# RECORD SET:
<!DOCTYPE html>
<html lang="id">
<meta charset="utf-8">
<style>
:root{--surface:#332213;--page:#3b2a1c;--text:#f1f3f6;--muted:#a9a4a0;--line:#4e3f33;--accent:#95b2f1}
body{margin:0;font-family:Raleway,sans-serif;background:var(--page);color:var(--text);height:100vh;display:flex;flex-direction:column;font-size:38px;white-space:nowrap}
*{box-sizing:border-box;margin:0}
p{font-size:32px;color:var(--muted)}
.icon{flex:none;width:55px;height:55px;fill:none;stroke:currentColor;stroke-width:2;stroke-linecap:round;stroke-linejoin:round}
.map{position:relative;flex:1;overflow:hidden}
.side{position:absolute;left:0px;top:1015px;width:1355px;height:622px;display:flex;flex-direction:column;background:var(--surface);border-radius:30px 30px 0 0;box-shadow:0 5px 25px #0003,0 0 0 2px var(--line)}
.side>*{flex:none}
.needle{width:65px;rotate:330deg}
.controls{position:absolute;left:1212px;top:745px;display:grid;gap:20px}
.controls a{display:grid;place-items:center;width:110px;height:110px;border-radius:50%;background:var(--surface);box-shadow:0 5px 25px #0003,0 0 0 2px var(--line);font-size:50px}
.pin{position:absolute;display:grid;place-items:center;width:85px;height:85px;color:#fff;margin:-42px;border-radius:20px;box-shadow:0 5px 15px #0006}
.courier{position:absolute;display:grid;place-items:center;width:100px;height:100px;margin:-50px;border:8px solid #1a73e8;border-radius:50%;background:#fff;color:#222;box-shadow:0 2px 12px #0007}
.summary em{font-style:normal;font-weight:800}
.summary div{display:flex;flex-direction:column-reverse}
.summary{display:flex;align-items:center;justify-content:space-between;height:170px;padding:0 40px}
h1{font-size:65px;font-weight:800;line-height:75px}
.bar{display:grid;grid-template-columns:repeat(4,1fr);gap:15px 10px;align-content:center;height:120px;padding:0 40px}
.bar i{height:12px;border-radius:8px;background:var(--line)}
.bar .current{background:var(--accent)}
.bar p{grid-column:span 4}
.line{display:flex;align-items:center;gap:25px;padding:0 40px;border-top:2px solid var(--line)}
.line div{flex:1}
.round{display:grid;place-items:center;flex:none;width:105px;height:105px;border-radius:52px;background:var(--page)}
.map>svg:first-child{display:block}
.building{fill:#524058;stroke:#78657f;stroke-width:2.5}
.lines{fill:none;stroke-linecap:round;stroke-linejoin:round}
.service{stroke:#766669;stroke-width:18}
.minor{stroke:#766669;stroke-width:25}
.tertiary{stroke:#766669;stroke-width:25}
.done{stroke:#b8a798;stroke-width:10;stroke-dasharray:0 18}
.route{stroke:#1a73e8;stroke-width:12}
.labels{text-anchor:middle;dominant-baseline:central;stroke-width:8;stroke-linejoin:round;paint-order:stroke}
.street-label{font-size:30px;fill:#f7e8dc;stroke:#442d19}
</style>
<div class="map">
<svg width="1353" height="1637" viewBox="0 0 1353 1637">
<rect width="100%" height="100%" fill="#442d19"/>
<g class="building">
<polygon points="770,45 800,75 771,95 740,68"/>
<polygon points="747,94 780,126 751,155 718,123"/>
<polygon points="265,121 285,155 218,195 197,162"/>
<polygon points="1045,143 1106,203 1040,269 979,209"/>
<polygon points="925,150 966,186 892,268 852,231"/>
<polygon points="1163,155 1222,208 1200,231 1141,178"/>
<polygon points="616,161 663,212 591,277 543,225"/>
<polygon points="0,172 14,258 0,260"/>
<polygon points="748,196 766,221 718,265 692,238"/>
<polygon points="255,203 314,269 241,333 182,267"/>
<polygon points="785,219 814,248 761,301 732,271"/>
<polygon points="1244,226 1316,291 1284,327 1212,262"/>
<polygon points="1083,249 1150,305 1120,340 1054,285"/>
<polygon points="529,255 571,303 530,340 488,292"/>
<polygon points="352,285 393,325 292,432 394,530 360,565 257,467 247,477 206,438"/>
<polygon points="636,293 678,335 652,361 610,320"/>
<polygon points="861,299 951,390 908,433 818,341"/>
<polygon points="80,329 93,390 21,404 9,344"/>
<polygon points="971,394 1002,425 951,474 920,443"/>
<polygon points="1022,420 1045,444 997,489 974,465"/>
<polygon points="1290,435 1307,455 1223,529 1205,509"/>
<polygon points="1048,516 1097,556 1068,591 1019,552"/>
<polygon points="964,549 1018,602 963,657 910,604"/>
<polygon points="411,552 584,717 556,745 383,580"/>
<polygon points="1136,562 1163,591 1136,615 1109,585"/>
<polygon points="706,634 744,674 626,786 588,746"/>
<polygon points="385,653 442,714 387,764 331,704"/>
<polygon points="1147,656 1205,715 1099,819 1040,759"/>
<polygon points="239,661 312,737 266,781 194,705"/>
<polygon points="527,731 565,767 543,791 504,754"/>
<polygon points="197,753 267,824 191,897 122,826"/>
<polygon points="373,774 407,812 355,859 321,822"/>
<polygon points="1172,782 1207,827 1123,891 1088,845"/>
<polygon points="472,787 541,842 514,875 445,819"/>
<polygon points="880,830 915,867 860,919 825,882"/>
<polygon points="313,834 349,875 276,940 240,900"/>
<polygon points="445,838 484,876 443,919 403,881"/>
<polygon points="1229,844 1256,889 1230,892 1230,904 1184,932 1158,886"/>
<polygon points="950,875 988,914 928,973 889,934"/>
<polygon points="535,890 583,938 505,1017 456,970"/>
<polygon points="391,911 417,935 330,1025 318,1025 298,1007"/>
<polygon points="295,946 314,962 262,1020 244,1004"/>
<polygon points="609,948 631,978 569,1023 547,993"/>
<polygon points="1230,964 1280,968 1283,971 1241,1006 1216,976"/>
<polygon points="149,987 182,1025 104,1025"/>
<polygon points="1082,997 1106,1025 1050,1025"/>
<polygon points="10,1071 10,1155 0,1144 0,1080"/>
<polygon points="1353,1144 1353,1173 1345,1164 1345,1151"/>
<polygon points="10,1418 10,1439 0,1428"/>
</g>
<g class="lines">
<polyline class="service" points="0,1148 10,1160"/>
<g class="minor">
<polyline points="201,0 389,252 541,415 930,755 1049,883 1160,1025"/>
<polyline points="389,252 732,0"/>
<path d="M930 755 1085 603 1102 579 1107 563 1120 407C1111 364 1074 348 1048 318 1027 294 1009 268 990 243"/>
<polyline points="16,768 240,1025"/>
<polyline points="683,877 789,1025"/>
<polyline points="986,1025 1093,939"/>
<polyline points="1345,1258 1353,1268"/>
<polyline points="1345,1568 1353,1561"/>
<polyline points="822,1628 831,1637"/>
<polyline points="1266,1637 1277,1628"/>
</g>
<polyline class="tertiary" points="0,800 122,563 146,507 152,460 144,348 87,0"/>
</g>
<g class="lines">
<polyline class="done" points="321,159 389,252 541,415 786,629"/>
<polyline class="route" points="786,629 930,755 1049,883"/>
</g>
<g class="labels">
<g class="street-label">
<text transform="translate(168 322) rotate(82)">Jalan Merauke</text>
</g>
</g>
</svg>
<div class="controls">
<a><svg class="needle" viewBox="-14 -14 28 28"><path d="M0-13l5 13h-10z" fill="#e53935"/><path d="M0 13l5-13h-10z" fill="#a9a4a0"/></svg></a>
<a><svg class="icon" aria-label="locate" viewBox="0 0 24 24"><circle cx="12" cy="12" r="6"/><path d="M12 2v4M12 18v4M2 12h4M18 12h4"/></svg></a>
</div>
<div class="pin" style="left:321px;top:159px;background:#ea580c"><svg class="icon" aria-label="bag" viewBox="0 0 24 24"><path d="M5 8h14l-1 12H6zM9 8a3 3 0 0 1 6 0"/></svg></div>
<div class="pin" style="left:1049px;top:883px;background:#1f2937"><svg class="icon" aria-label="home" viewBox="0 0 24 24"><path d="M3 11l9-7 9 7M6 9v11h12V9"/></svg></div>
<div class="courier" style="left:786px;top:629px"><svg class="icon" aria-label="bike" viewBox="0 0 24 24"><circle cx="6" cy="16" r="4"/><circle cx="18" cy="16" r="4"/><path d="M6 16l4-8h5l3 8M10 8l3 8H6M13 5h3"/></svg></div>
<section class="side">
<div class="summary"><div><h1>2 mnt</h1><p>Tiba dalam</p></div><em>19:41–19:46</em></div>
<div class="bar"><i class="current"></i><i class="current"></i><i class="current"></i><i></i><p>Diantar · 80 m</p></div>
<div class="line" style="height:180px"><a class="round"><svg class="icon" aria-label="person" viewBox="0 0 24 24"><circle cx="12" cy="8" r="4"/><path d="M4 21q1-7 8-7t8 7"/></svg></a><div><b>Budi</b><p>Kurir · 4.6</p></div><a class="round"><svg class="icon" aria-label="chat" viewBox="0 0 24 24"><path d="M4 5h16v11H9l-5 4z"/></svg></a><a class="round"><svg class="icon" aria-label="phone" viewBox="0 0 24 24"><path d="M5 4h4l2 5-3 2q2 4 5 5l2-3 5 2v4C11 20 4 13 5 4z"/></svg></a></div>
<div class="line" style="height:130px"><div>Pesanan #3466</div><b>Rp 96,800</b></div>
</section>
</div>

# ACTION ITEM:
The line containing "16l4-8h5l3 8M10 8l3" marks where to begin; the last line of the records marks where to stop. Copy both and all between, exactly.

# RESPONSE BOX:
<div class="courier" style="left:786px;top:629px"><svg class="icon" aria-label="bike" viewBox="0 0 24 24"><circle cx="6" cy="16" r="4"/><circle cx="18" cy="16" r="4"/><path d="M6 16l4-8h5l3 8M10 8l3 8H6M13 5h3"/></svg></div>
<section class="side">
<div class="summary"><div><h1>2 mnt</h1><p>Tiba dalam</p></div><em>19:41–19:46</em></div>
<div class="bar"><i class="current"></i><i class="current"></i><i class="current"></i><i></i><p>Diantar · 80 m</p></div>
<div class="line" style="height:180px"><a class="round"><svg class="icon" aria-label="person" viewBox="0 0 24 24"><circle cx="12" cy="8" r="4"/><path d="M4 21q1-7 8-7t8 7"/></svg></a><div><b>Budi</b><p>Kurir · 4.6</p></div><a class="round"><svg class="icon" aria-label="chat" viewBox="0 0 24 24"><path d="M4 5h16v11H9l-5 4z"/></svg></a><a class="round"><svg class="icon" aria-label="phone" viewBox="0 0 24 24"><path d="M5 4h4l2 5-3 2q2 4 5 5l2-3 5 2v4C11 20 4 13 5 4z"/></svg></a></div>
<div class="line" style="height:130px"><div>Pesanan #3466</div><b>Rp 96,800</b></div>
</section>
</div>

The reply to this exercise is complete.